From: Amos Jeffries <squid3_at_treenet.co.nz>
Date: Sat, 05 Jan 2013 19:12:30 +1300

On 5/01/2013 3:05 p.m., Tianyin Xu wrote:
> Hi, all,
>
> I modified my patches according to Amos's comments and suggestions
> (Thanks a lot, Amos!).
>
> The attached patch includes all the modifications upon 3.HEAD/trunk.
>
> The only thing I didn't follow is to move the xato* functions in the
> compatibility library and to replace all the ato* functions in the
> code. I thought about it for quite a while, but decided not to have a
> xato* series as lib calls. The main reason is that these xato*
> functions are tailored for configuration parsing instead of general
> string-to-number functionality. All the current ato* functions (in
> src/Parsing.cc) will call self_destruct() when error occurs, which in
> turn prints out the bungled line in the configuration file (this's
> really good!).

Getting rid of that bungled message is one of our config parsing upgrade
goals. If we can adjust the xato*() calls to report errors without
aborting Squid it will make them more useful and re-usable. They should
still log an error, but IMO aborting is going too far. The code which
calls them also has more context to decide whether the config option
deserves a fatal() exit or not. You can see a good example of that in
src/HelperChildConfig.cc at the second chunk where you change atoi() to
xatoi(); the calling code is reporting what values are valid, why and
then calling self_destruct() anyway.

> On the other hand, strto* series as lib calls already
> provide safe string-to-number conversion, and anyone can take
> advantage of them.
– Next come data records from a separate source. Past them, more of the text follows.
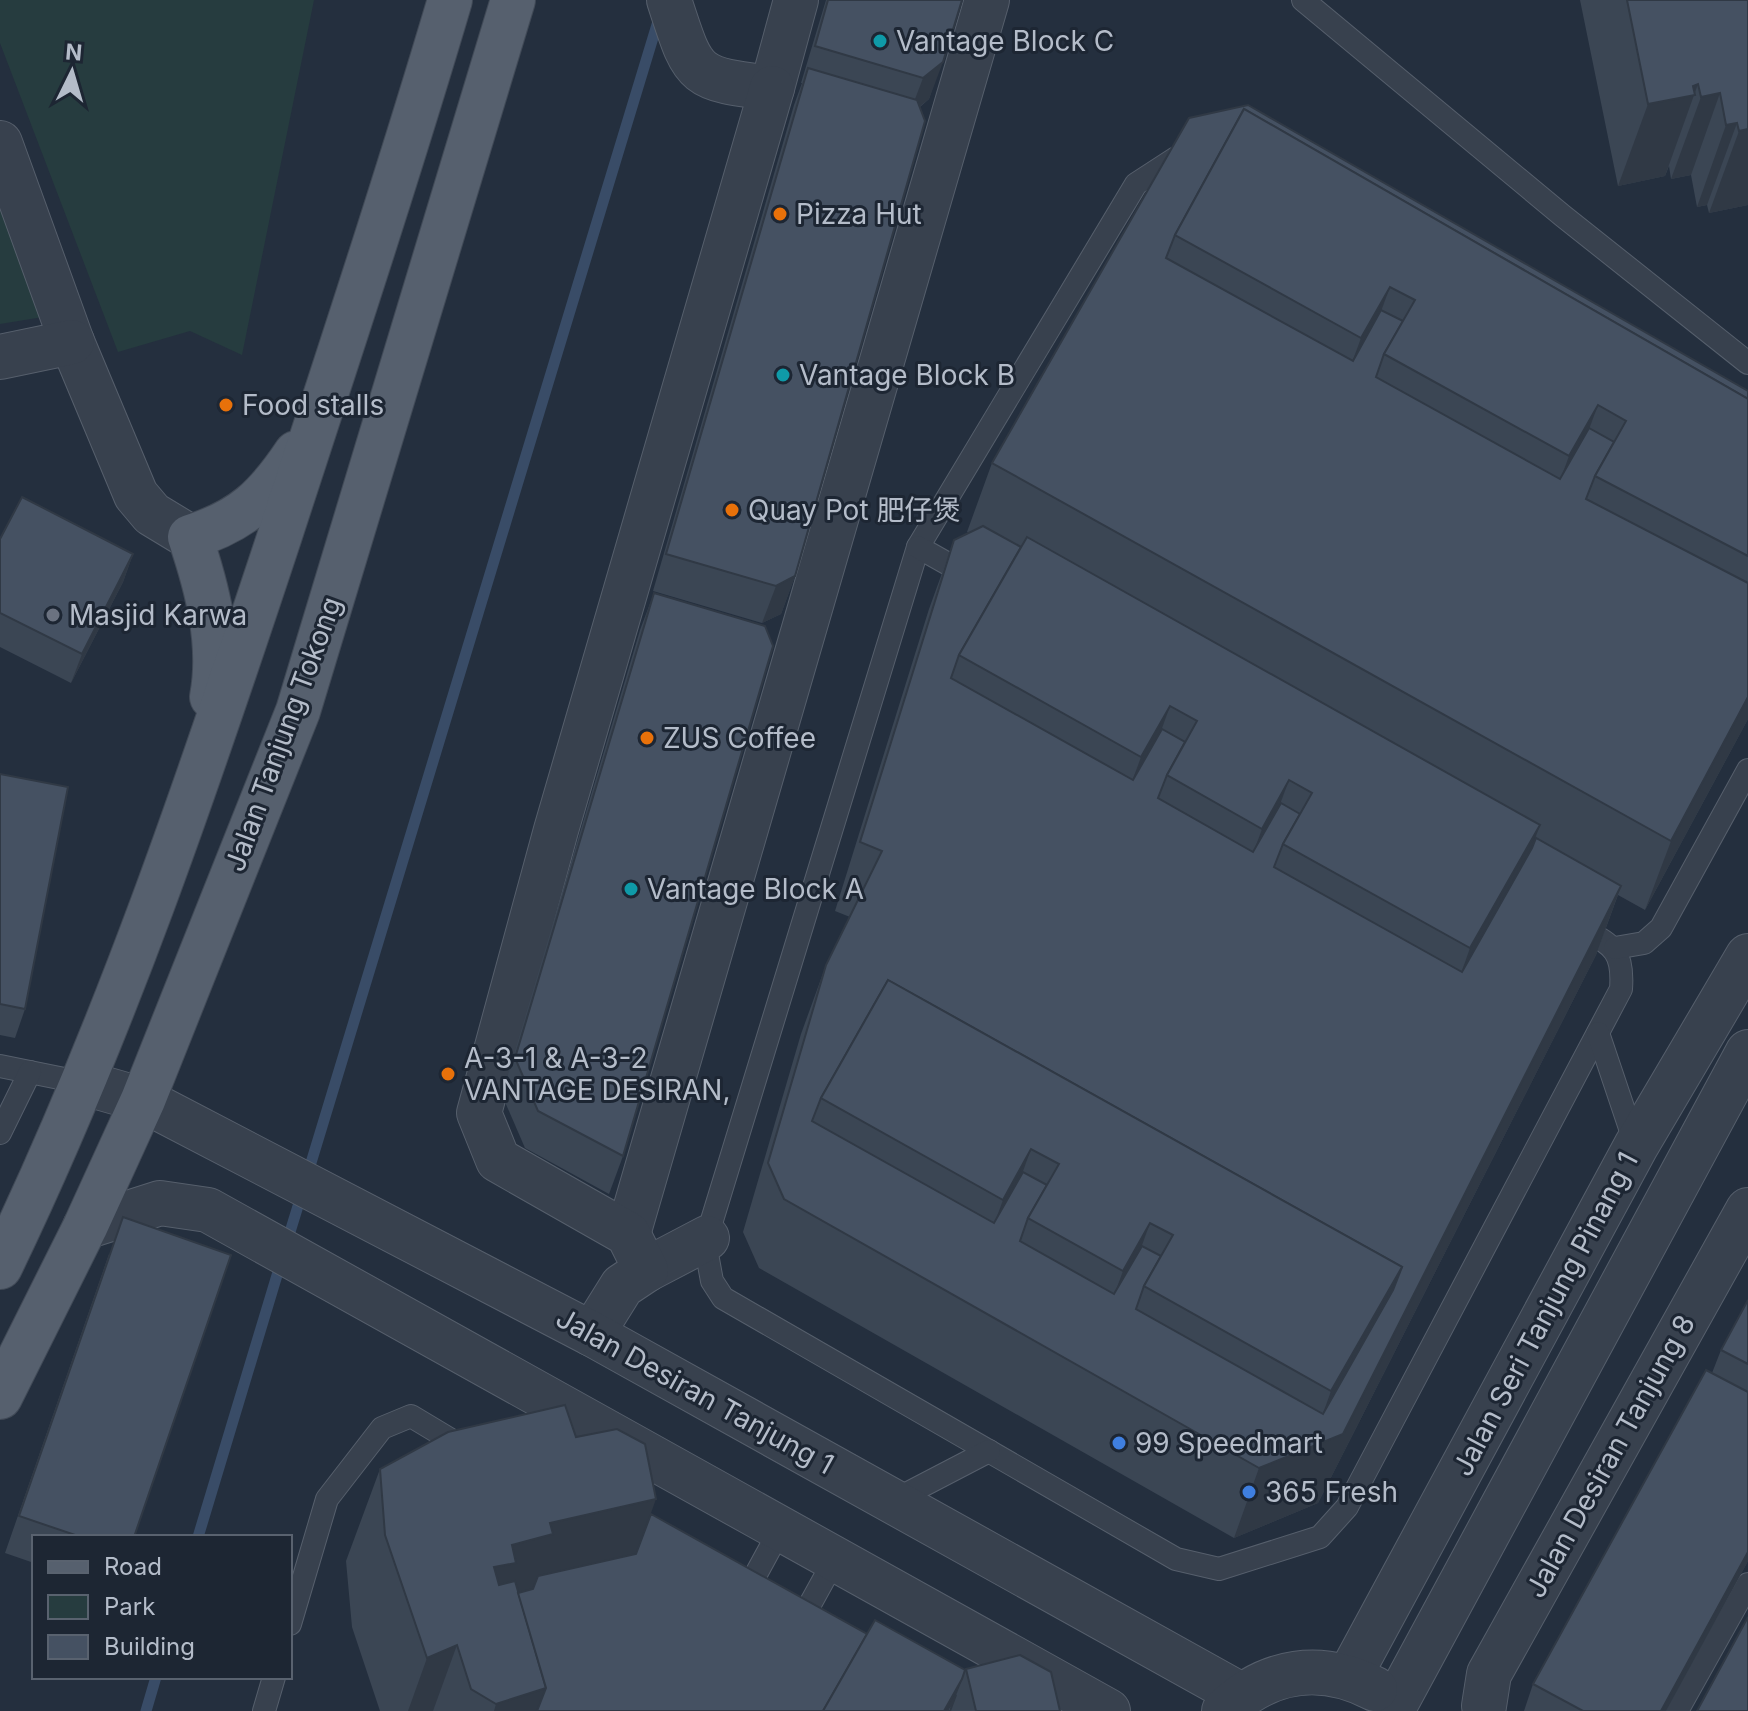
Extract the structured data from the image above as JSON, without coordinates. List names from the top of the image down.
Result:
{
  "streets": {
    "main road": ["Jalan Tanjung Tokong"],
    "street": ["Jalan Seri Tanjung Pinang 1", "Jalan Desiran Tanjung 1", "Jalan Desiran Tanjung 8"]
  },
  "crossings": [
    ["Jalan Tanjung Tokong", "Jalan Desiran Tanjung 1"]
  ],
  "places": [
    "Vantage Block C",
    "Pizza Hut",
    "Vantage Block B",
    "Food stalls",
    "Quay Pot 肥仔煲",
    "Masjid Karwa",
    "ZUS Coffee",
    "Vantage Block A",
    "A-3-1 & A-3-2 VANTAGE DESIRAN,",
    "99 Speedmart",
    "365 Fresh"
  ],
  "legend": ["Road", "Park", "Building"],
  "north": "top"
}
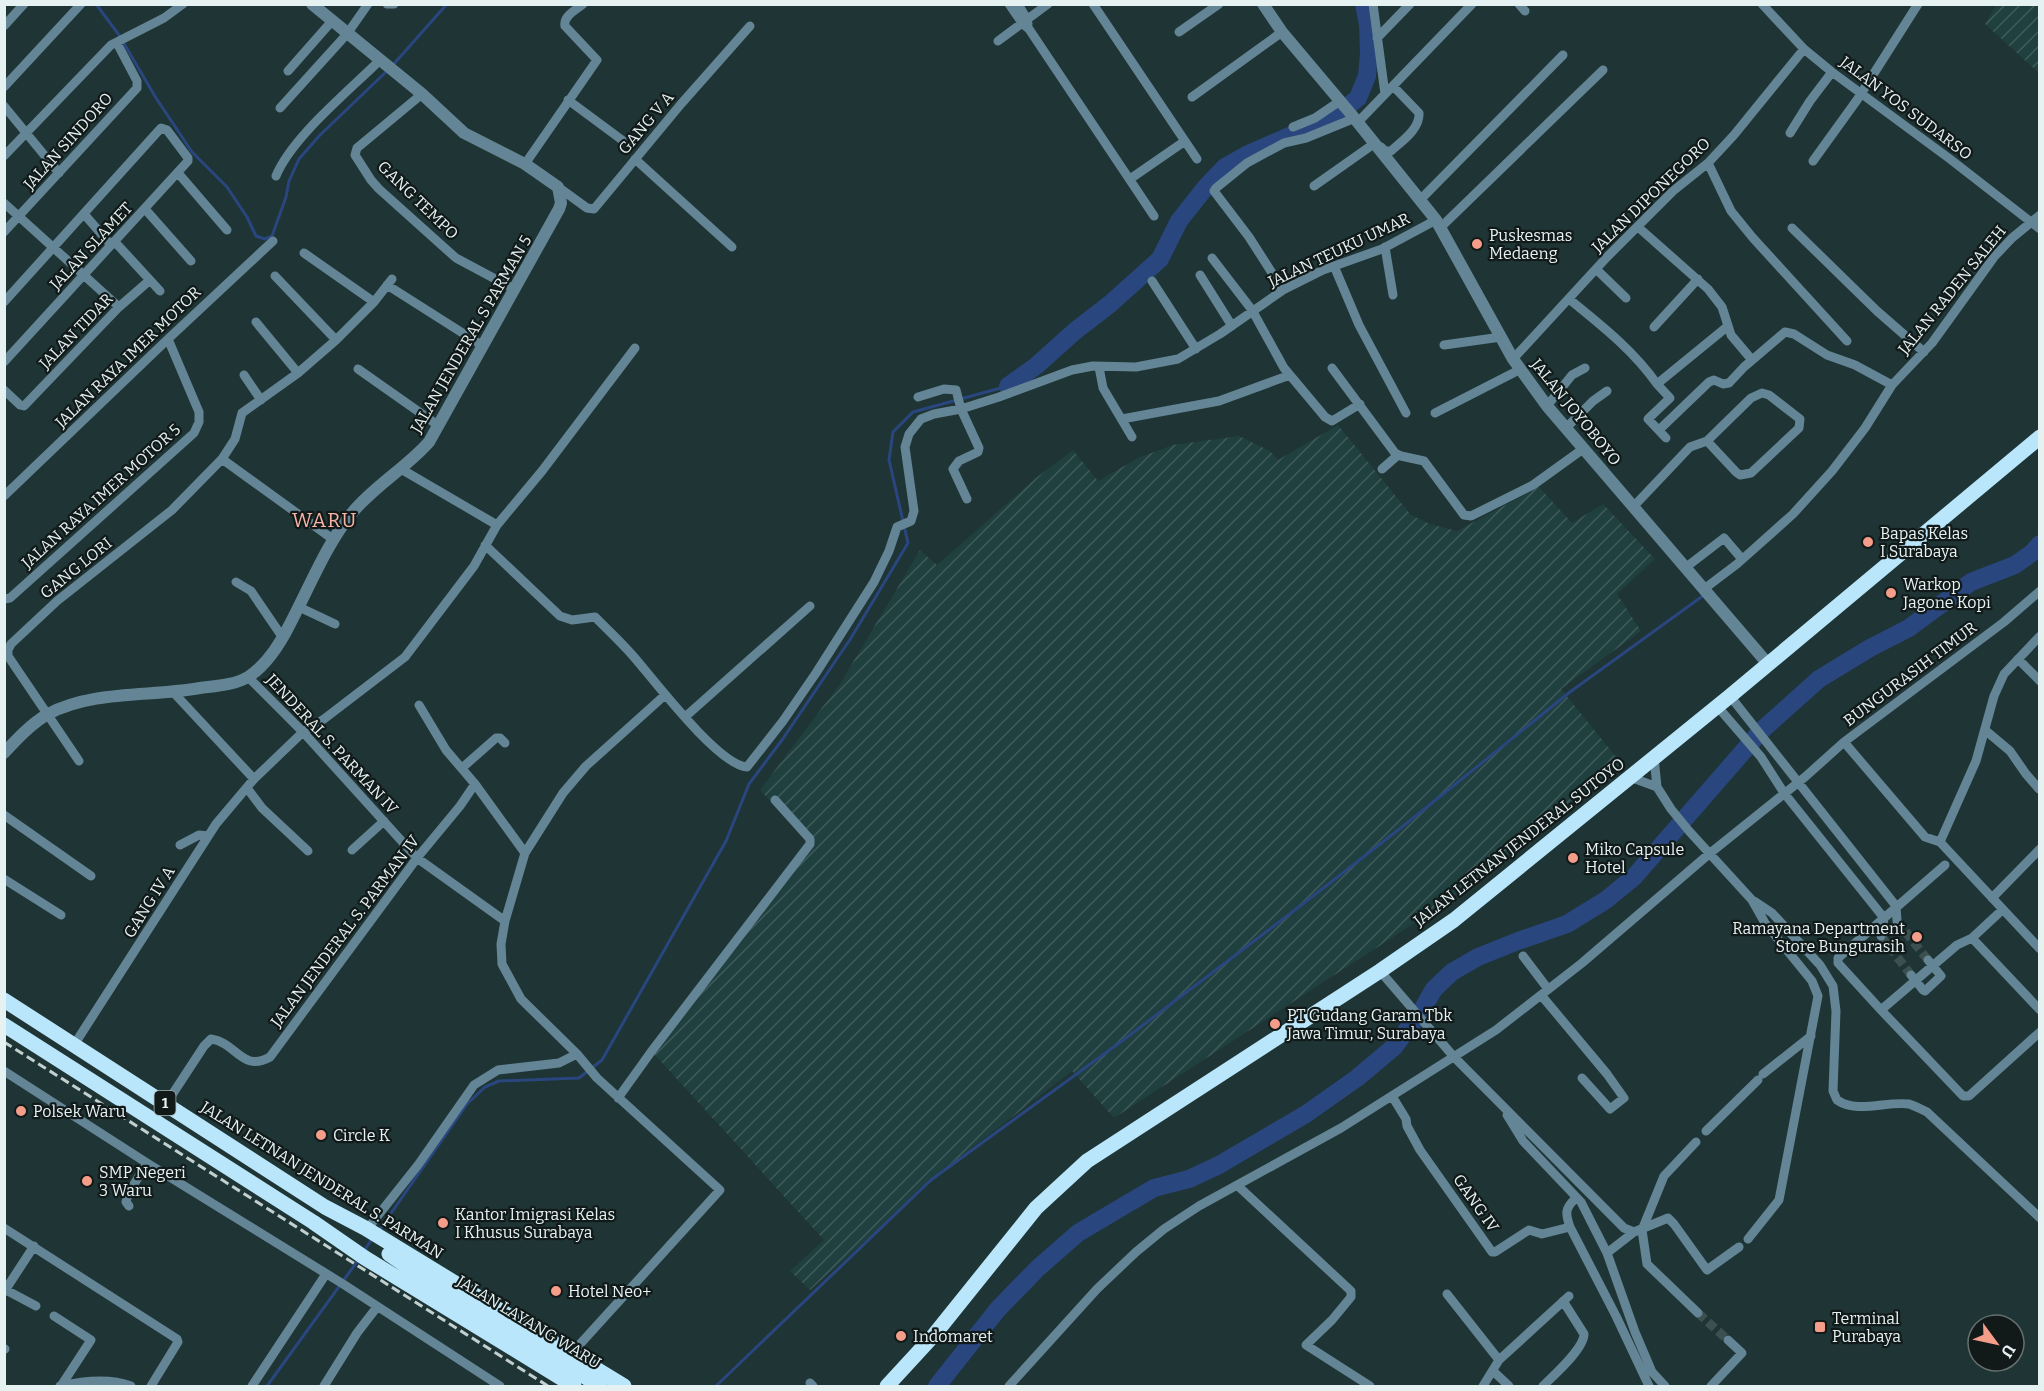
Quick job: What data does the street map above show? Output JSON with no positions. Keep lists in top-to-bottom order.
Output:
{
  "streets": {
    "highway": [
      "JALAN LETNAN JENDERAL SUTOYO",
      "1",
      "JALAN LETNAN JENDERAL S. PARMAN",
      "JALAN LAYANG WARU"
    ],
    "street": [
      "JALAN YOS SUDARSO",
      "GANG V A",
      "JALAN SINDORO",
      "JALAN DIPONEGORO",
      "GANG TEMPO",
      "JALAN SLAMET",
      "JALAN TEUKU UMAR",
      "JALAN RADEN SALEH",
      "JALAN TIDAR",
      "JALAN JENDERAL S PARMAN 5",
      "JALAN RAYA IMER MOTOR",
      "JALAN JOYOBOYO",
      "JALAN RAYA IMER MOTOR 5",
      "GANG LORI",
      "BUNGURASIH TIMUR",
      "JENDERAL S. PARMAN IV",
      "GANG IV A",
      "JALAN JENDERAL S. PARMAN IV",
      "GANG IV"
    ]
  },
  "crossings": [
    ["JALAN YOS SUDARSO", "JALAN DIPONEGORO"],
    ["JALAN YOS SUDARSO", "JALAN RADEN SALEH"],
    ["GANG V A", "JALAN JENDERAL S PARMAN 5"],
    ["JALAN DIPONEGORO", "JALAN JOYOBOYO"],
    ["GANG TEMPO", "JALAN JENDERAL S PARMAN 5"],
    ["JALAN TEUKU UMAR", "JALAN JOYOBOYO"],
    ["JALAN RADEN SALEH", "JALAN JOYOBOYO"],
    ["JALAN JENDERAL S PARMAN 5", "GANG LORI"],
    ["JALAN JENDERAL S PARMAN 5", "JENDERAL S. PARMAN IV"],
    ["JALAN RAYA IMER MOTOR", "JALAN RAYA IMER MOTOR 5"],
    ["JALAN JOYOBOYO", "JALAN LETNAN JENDERAL SUTOYO"],
    ["BUNGURASIH TIMUR", "GANG IV"],
    ["JENDERAL S. PARMAN IV", "GANG IV A"],
    ["JENDERAL S. PARMAN IV", "JALAN JENDERAL S. PARMAN IV"],
    ["GANG IV A", "JALAN LETNAN JENDERAL S. PARMAN"],
    ["JALAN JENDERAL S. PARMAN IV", "JALAN LETNAN JENDERAL S. PARMAN"],
    ["JALAN LETNAN JENDERAL S. PARMAN", "JALAN LAYANG WARU"]
  ],
  "districts": ["WARU"],
  "places": {
    "other": [
      "Puskesmas Medaeng",
      "Bapas Kelas I Surabaya",
      "Warkop Jagone Kopi",
      "Miko Capsule Hotel",
      "Ramayana Department Store Bungurasih",
      "PT Gudang Garam Tbk Jawa Timur, Surabaya",
      "Polsek Waru",
      "Circle K",
      "SMP Negeri 3 Waru",
      "Kantor Imigrasi Kelas I Khusus Surabaya",
      "Hotel Neo+",
      "Indomaret"
    ],
    "transit": ["Terminal Purabaya"]
  },
  "north": "bottom right"
}
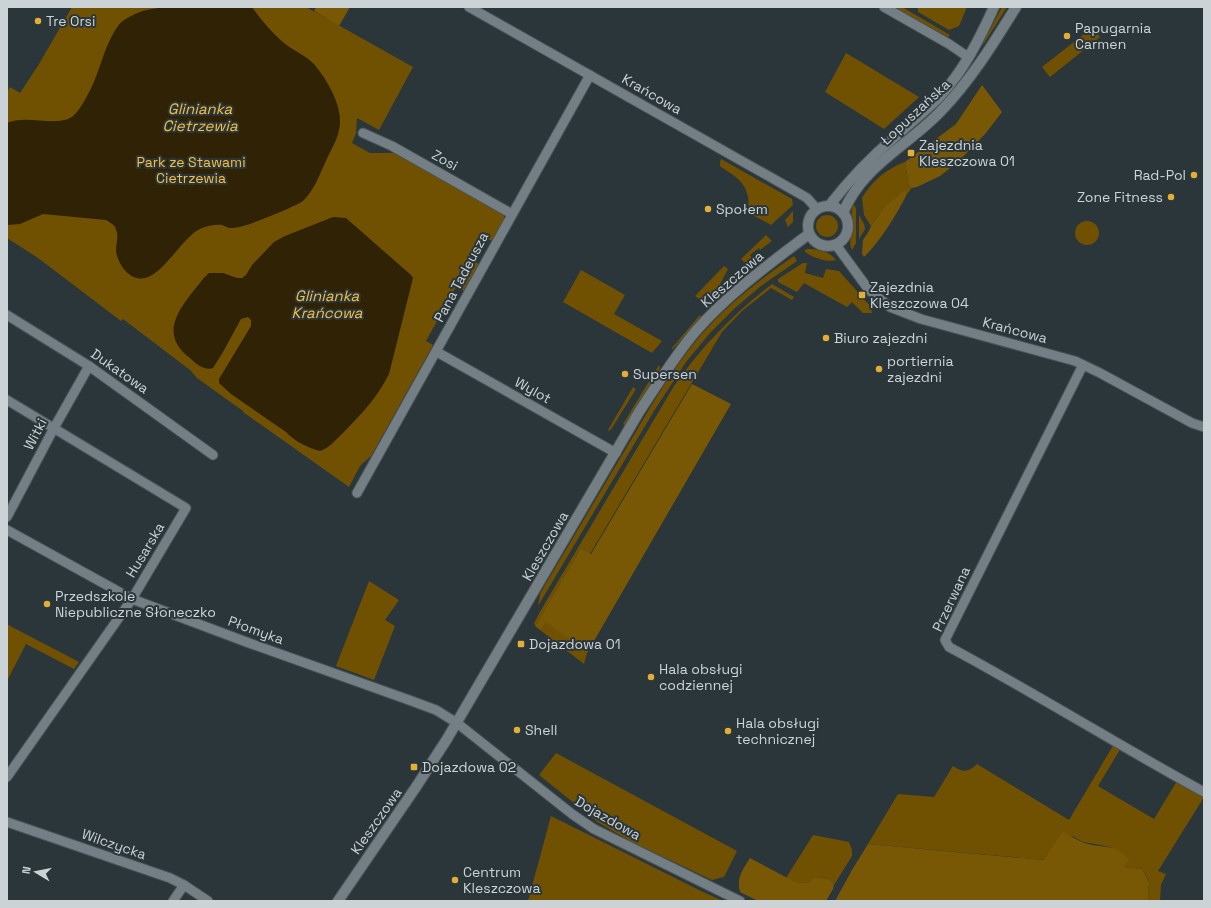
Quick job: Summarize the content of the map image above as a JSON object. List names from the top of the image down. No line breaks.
{"streets":{"main road":["Łopuszańska","Kleszczowa"],"street":["Krańcowa","Zosi","Pana Tadeusza","Dukatowa","Wylot","Witki","Husarska","Przerwana","Płomyka","Dojazdowa","Wilczycka"]},"crossings":[["Krańcowa","Łopuszańska"],["Krańcowa","Pana Tadeusza"],["Krańcowa","Kleszczowa"],["Krańcowa","Przerwana"],["Łopuszańska","Kleszczowa"],["Zosi","Pana Tadeusza"],["Pana Tadeusza","Wylot"],["Kleszczowa","Wylot"],["Kleszczowa","Płomyka"],["Kleszczowa","Dojazdowa"],["Dukatowa","Witki"],["Witki","Husarska"],["Husarska","Płomyka"],["Płomyka","Dojazdowa"]],"water":["Glinianka Cietrzewia","Glinianka Krańcowa"],"parks":["Park ze Stawami Cietrzewia"],"places":{"other":["Tre Orsi","Papugarnia Carmen","Rad-Pol","Zone Fitness","Społem","Biuro zajezdni","portiernia zajezdni","Supersen","Przedszkole Niepubliczne Słoneczko","Hala obsługi codziennej","Shell","Hala obsługi technicznej","Centrum Kleszczowa"],"transit":["Zajezdnia Kleszczowa 01","Zajezdnia Kleszczowa 04","Dojazdowa 01","Dojazdowa 02"]},"north":"left"}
So I don't think there's any need to have a new
> series of lib calls.
>
> I modified some of the ato* functions during configuration file
> parsing using the safe functions we implemented, but didn't change
> others because they might not be used in configuration parsing (at
> least I don't have good understandings of them). My modifications are
> type safe, i.e., they didn't introduce any semantic or format change.
> Backward compatibility is most important for users and customers. For
> example, I use xatoui() only when the type of the dest variable is
> "unsigned int"; GetPercentage() is introduced to support options like
> "20%" (previously atoi ignores %), etc.
>
> Amos proposed the great idea that "In the cases where -1 is used we
> want to update the documentation and parser to accept the string
> "none". Which maps internally to the disabled value (usually still -1
> or -2). After which anything else must be >0." But for now, I don't
> want a tremendous change in my patch because it's quite dangerous to
> abandon all the previous "-1"-like settings.

Ack. Do this one separately as its own patch please.

Now, audit results from reading your patches...

compat/xstrto.cc:
* the first chunk changing strtoul() to strtol() then checking for <0 is
incorrect. Values such as 0xffffffff (with 8 f's) which strtol() maps to
negative numbers and are valid unsigned numbers. In order to use signed
conversion function to produce a unsigned value the output of the signed
function MUST have a type larger than the unsigned functions output (ie
64-bit signed conversion function can be used to parse 32-bit unsigned
values, and cannot be used to parse 64-bit signed values).
  The more correct change would be strtoul() -> strtoll(). However,
these netfilter authored functions have been placed through some strict
unit tests by the netfilter guys. They may have overlooked one case you
can identify, but before you change them please add cppunit tests to
verify that all the input cases are still handled correctly (we
currently have none for these functions).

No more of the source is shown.